Subjecting it to cold, drying, or chemicals seems to have little impact on DNA survival.
"Whether frozen, fermented, dried, or pickled, most of our specimens yielded DNA in a recognizable form," says Cost. "I did not used to think I was eating intact DNA when I was eating yogurt.
"DNA also survived the passage of time. For example, a fragment of deer antler yielded DNA even after eight years of sitting in a room with varying temperature and humidity."
The one exception of endurance was canned foods, processed at such high temperatures in the process that DNA broke into pieces, making contents identification often impossible.
Translating many samples into names
In total, the students sent 217 specimens to the American Museum of Natural History for analysis. Some 70 percent -- 151 -- contained readable DNA for the standard "barcode" region now used to identify animal species.

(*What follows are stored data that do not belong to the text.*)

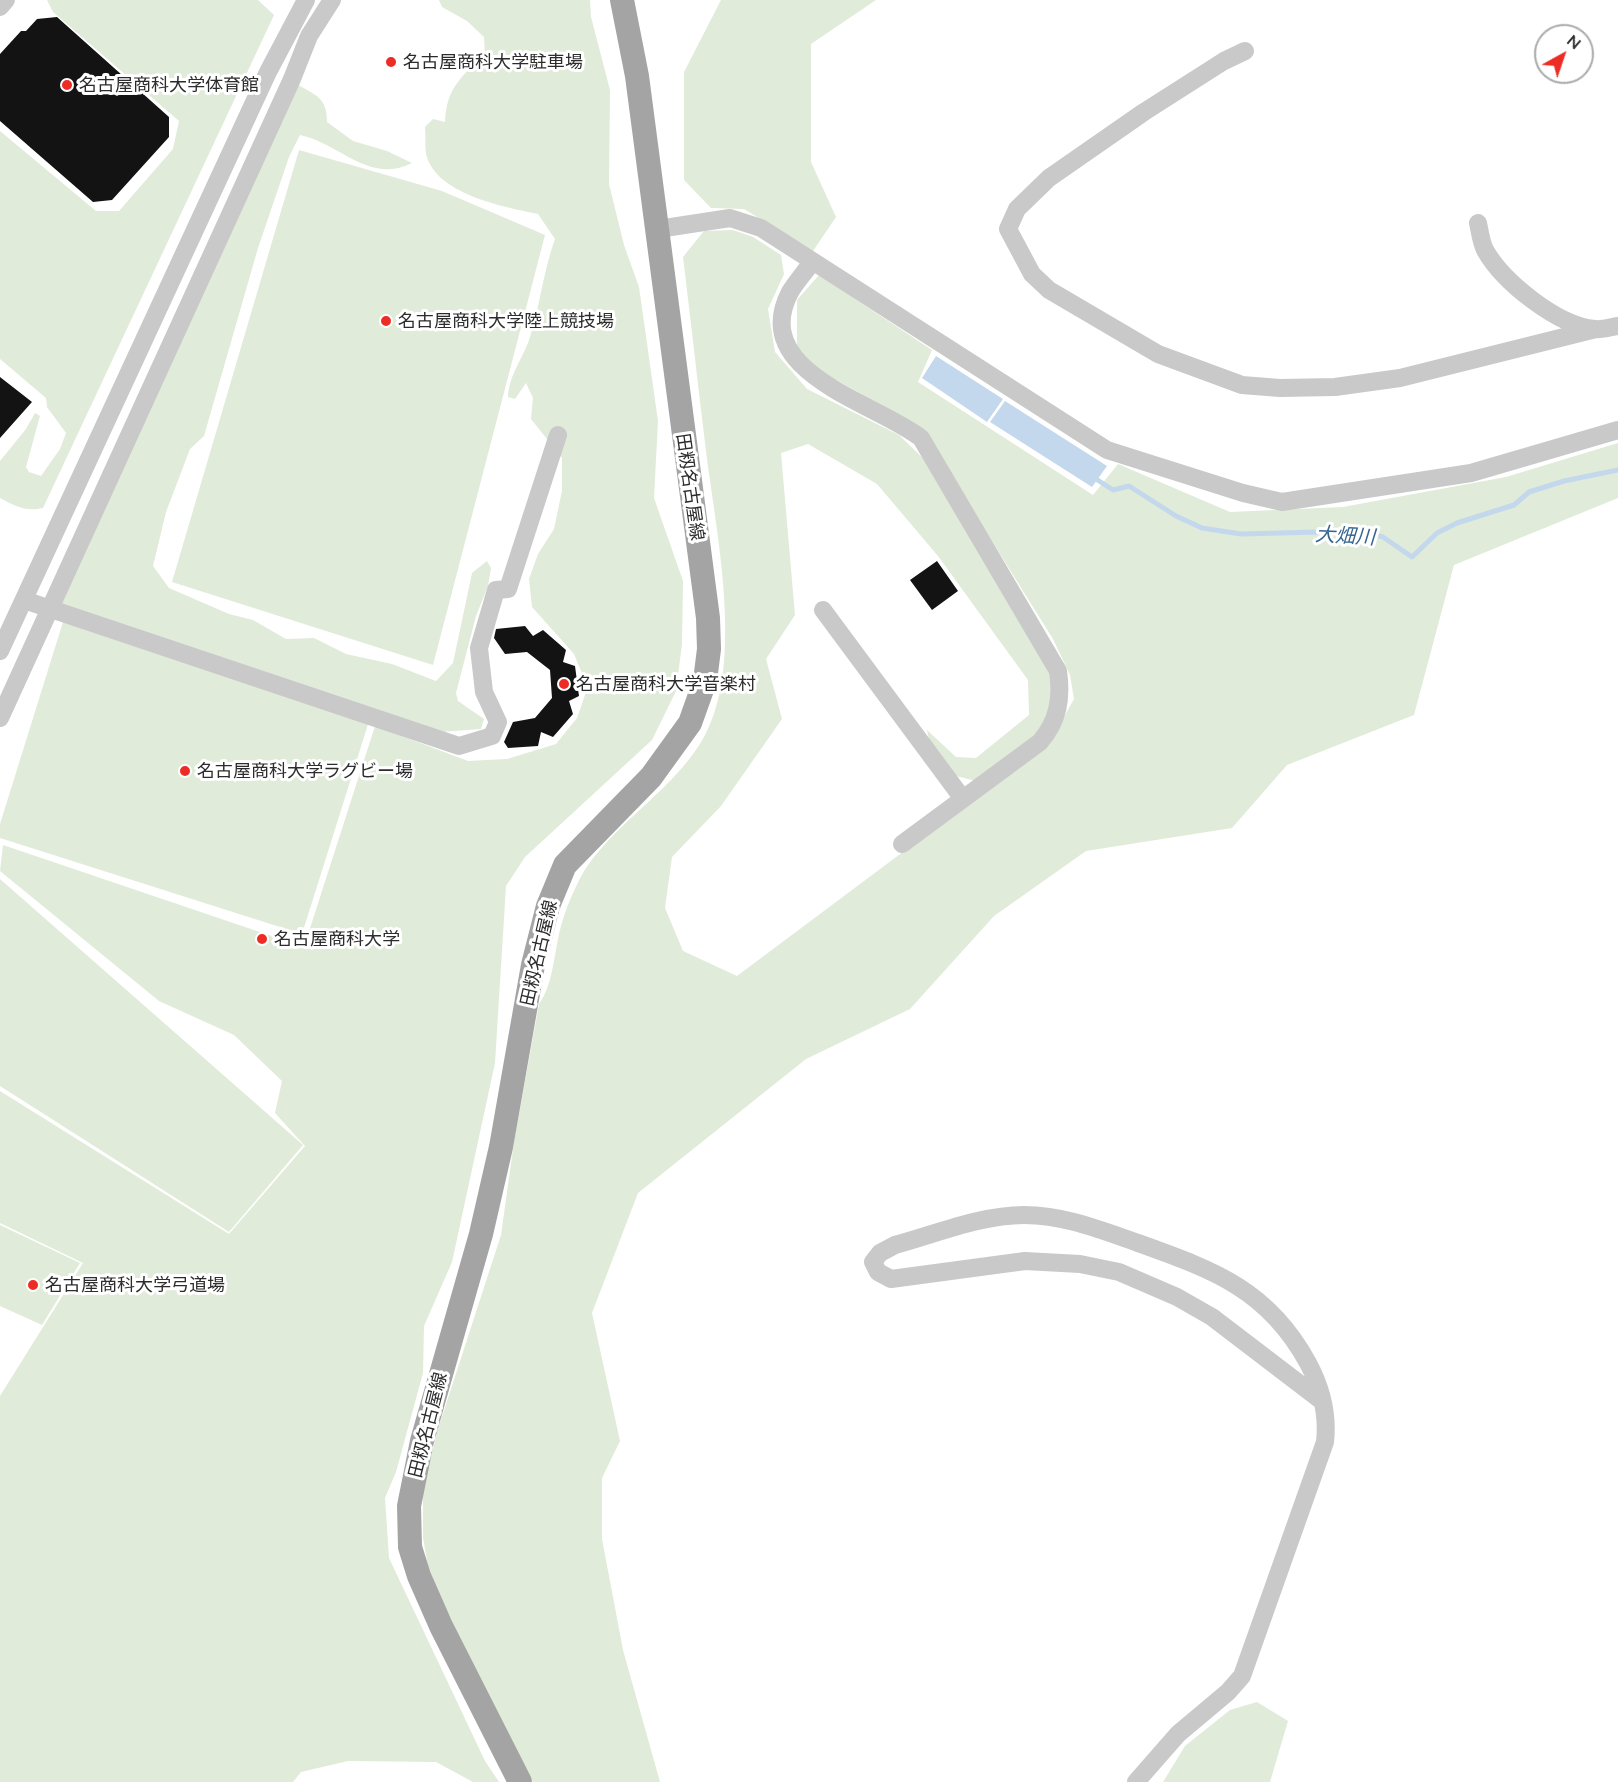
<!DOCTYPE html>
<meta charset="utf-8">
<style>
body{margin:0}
#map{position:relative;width:1618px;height:1782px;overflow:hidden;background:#fff;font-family:Lato,sans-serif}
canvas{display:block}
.north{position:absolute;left:1534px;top:24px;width:60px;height:60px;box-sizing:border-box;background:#fff;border:2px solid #ababab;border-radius:50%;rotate:40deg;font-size:16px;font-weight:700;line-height:24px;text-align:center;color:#2c2c2c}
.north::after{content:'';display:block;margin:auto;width:21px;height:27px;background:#ed2c25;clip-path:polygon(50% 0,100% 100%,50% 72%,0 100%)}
</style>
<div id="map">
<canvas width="1618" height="1782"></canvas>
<div class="north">N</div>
</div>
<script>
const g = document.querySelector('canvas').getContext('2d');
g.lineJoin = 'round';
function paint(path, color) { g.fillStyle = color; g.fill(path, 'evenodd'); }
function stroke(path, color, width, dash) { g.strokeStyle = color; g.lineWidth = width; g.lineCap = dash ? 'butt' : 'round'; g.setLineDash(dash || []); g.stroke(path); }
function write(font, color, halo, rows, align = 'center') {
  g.font = font + ' Lato,"Noto Sans JP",sans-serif'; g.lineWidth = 6; g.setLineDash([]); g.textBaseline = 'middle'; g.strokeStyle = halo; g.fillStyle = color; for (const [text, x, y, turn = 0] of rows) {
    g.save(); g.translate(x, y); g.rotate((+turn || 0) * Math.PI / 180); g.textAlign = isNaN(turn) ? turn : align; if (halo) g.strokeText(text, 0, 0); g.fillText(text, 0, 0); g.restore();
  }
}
paint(new Path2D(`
 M 47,0 L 258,0 L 274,15 L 43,508 C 26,512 15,506 0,498 L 0,461 L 26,429 L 35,413 L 40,416 L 26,467 L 29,472 L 41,476 L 60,449 L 66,433 L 47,407 L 46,398 L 0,359 L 0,131 L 96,211 L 119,211 L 173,149 L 179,121 L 53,12 Z
 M 439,0 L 590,0 L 591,17 L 610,90 L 609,184 L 624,245 L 639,287 L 658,421 L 654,498 L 683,581 L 682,644 L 676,691 L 652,740 L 525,857 L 506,886 L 495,1063 L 452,1262 L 424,1326 L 423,1373 L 396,1472 L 385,1498 L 389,1558 L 485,1761 L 499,1782 L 473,1782 L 436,1762 L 348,1761 L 301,1772 L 293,1782 L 0,1782 L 0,1396 L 83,1263 L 0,1223 L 0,1091 L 229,1234 L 305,1146 L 275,1113 L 282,1081 L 234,1035 L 159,1001 L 0,871 L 3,845 L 304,947 L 375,726 L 468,761 L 507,759 L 556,744 L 577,718 L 585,695 L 583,676 L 574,654 L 532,607 L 529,579 L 538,554 L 554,529 L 562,491 L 562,458 L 531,419 L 533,398 L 526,383 L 515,399 L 508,397 C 509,375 522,360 529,340 C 540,307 543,272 555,239 L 538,214 C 504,207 442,195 428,160 C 424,151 426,137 425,127 L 433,119 L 445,122 C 446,89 462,75 485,55 L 484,37 L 467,21 L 442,7 Z
 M 721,0 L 876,0 L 811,44 L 811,162 L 836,217 L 813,251 L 744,209 L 711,208 L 684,180 L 684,72 Z
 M 297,84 C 316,96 327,97 327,122 L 353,141 L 387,151 L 412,163 C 370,185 339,143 300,135 L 289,157 L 258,248 L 204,436 L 190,449 L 166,512 L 153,566 L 169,588 L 229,614 L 253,620 L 286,639 L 314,638 L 346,654 L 392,664 L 436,681 L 453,663 L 472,573 L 487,561 L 491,568 L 488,586 L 476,616 L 456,693 L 458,701 L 484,719 L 481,729 L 440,732 L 59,607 Z
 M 299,150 L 442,191 L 545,235 L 433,665 L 172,582 Z
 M 733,230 L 753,237 L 781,255 L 784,274 L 768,309 L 775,352 L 807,389 L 899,435 L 931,466 L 1051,666 L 1055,703 L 1041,736 L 976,781 L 952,775 L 930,745 L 927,730 L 956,757 L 976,758 L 1029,715 L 1028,680 L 938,556 L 877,484 L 808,444 L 781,453 L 795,615 L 766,659 L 782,719 L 721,806 L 672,857 L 665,908 L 683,951 L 737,976 L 1050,742 L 1074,699 L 1070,675 L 1053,639 L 927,437 L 894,412 L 818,370 L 797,347 L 797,300 L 819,275 L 932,350 L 918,382 L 1093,495 L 1118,464 L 1230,512 L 1343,507 L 1506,477 L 1618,443 L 1618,498 L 1454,565 L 1414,715 L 1287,765 L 1232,828 L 1086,851 L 994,916 L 910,1009 L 806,1059 L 638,1193 L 592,1313 L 620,1441 L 602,1478 L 602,1539 L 623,1650 L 660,1782 L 533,1782 L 441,1599 L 428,1566 L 423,1538 L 423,1487 L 438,1429 L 501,1235 L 514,1142 L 539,1004 C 554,983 554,951 561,926 C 566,908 576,884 586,868 C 619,819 675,789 704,737 C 745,663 716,533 706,451 C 698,387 691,322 683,257 L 704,231 Z
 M 63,622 L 370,718 L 302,934 L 0,838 L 0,824 Z
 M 0,879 L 303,1145 L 229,1232 L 0,1086 Z
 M 0,1225 L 80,1263 L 42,1325 L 0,1306 Z
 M 1257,1702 L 1288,1721 L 1270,1782 L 1163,1782 L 1185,1746 L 1230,1710 Z`), '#e1ebd9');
paint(new Path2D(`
 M 936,356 L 1003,399 L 987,422 L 922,378 Z
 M 1005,401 L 1107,466 L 1092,487 L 990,422 Z`), '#c3d8ec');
stroke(new Path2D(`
 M 1096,479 L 1113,490 L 1129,486 L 1176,516 L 1202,528 L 1241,534 L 1318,532 L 1372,534 L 1383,537 L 1412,557 L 1437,533 L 1457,523 L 1514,505 L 1529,492 L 1564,481 L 1618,470`), '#c3d8ec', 5);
paint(new Path2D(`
 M 57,17 L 169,117 L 169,137 L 112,200 L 93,202 L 0,121 L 0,54 L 21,31 L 26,31 L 37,19 Z
 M 0,377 L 32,402 L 0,438 Z
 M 937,561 L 958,591 L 932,610 L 910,580 Z
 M 525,626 L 533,636 L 543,630 L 566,650 L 563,662 L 575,666 L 579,696 L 569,701 L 573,714 L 553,737 L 541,732 L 538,746 L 508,748 L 504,742 L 513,722 L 535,718 L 552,698 L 550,670 L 527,652 L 505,654 L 494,638 L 496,629 Z`), '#131313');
stroke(new Path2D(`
 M 0,7 L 6,0
 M 1245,51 L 1224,61 L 1144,112 L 1049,178 L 1017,209 L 1008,229 L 1032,274 L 1049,290 L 1158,354 L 1242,385 L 1280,388 L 1335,387 L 1400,378 L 1596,329
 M 1478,223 C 1480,232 1481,242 1485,250 C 1503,282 1558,326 1595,329 C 1602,330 1611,327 1618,326
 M 658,229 L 730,218 L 761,228 L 1107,450 L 1243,493 L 1282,502 L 1471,473 L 1618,430
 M 812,262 C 805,272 796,282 790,292 C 748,373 875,402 921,438 L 1058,671 C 1062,699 1058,721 1040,742 L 902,844
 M 24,600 L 459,746 L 492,736 L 498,722 L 484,692 L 479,648 L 496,590 L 508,589 L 558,435
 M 823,610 L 963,799
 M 0,651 L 268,72 L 306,0
 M 0,718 L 292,79 L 309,36 L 332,0
 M 1136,1782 L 1178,1734 L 1228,1692 L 1242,1676 L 1325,1442 C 1328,1415 1321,1387 1308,1363 C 1268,1289 1213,1270 1138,1243 C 1101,1230 1064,1215 1024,1215 C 981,1215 936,1234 895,1245 L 880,1253 L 873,1262 L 878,1272 L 891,1279 L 1025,1261 L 1080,1264 L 1119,1272 L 1177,1297 L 1212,1317 L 1322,1401`), '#c9c9c9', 18);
stroke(new Path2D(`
 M 520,1782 L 441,1626 L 419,1576 L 410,1547 L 409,1506 L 422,1441 L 481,1234 L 501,1147 L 533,965 L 548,906 L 565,865 L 651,777 L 690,723 L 705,681 L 709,649 L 708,618 L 637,76 L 622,0`), '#a4a4a4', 24);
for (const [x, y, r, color] of [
 [391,62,6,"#ed2c25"],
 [67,85,6,"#ed2c25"],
 [386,321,6,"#ed2c25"],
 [564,684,6,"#ed2c25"],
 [185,771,6,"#ed2c25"],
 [262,939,6,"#ed2c25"],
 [33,1285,6,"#ed2c25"]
]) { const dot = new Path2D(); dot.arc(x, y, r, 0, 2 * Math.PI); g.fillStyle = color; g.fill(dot); stroke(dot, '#fff', 2); }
write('18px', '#2c2c2c', '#fff', [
 ["名古屋商科大学駐車場",403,62],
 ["名古屋商科大学体育館",79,85],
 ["名古屋商科大学陸上競技場",398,321],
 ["名古屋商科大学音楽村",576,684],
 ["名古屋商科大学ラグビー場",197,771],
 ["名古屋商科大学",274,939],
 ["名古屋商科大学弓道場",45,1285]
], 'left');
write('18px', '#2c2c2c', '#fff', [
 ["田籾名古屋線",690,487,82],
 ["田籾名古屋線",539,953,-77],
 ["田籾名古屋線",428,1425,-76]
]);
write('italic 20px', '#376591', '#fff', [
 ["大畑川",1345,536,3]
]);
</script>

When the museum scientists reported a DNA sequence back to the students, they simply pasted it electronically, like a 650-letter word, into a search engine (http:///www.barcodinglife.org) that translates the species name almost instantly. The translation rests on a Rosetta Stone called BOLD.
The Barcode of Life Database (BOLD) is maintained by the Biodiversity Institute of Ontario at the University of Guelph, Canada, where DNA barcoding was pioneered. So far, scientists the world over have DNA barcoded over 750,000 individual specimens representing over 65,000 species. Their ultimate goal is a reference library of barcodes for all animals and plants on Earth.
Of the 95 different animal species identified by Brenda and Matt, 58 were vertebrates and 27 invertebrates. They placed the vertebrates and invertebrates on different branches of the evolutionary tree to see their genetic relationships (deer and cattle, for example).
Assisting the students were Stoeckle; Jesse Ausubel, director of Rockefeller's Program for the Human Environment and the Alfred P. Sloan Foundation; George Amato, Sergios Orestis-Kolokotronis, Matt Leslie and Cecilia Bartholomew at American Museum of Natural History; and Alison DiStefano, Jan Kang, and Frances Cary at Trinity School.
"High school students showed why DNA is the stuff of heredity: It's tough enough to survive in Manhattan," says Ausubel.
"I am delighted that Trinity continues to fulfill its mission to 'challenge the minds' and 'fire the imaginations' of our students while ensuring that they are engaging in 'the larger communities of city, nation, and world of which we are a part,'" says John C. Allman, Head of School at Trinity. "Their discoveries in the use of DNA testing demonstrate the creative thinking that will serve them well throughout their lives. Such work shows that students are not only the future, as is often said, but are the present as well. Congratulations to Brenda and Matt for their good work and thank you Drs. DiStefano, Kang, and Cary for being such wonderful Trinity teachers and mentors."
Tan and Cost plan to pursue biology and music respectively at university next fall.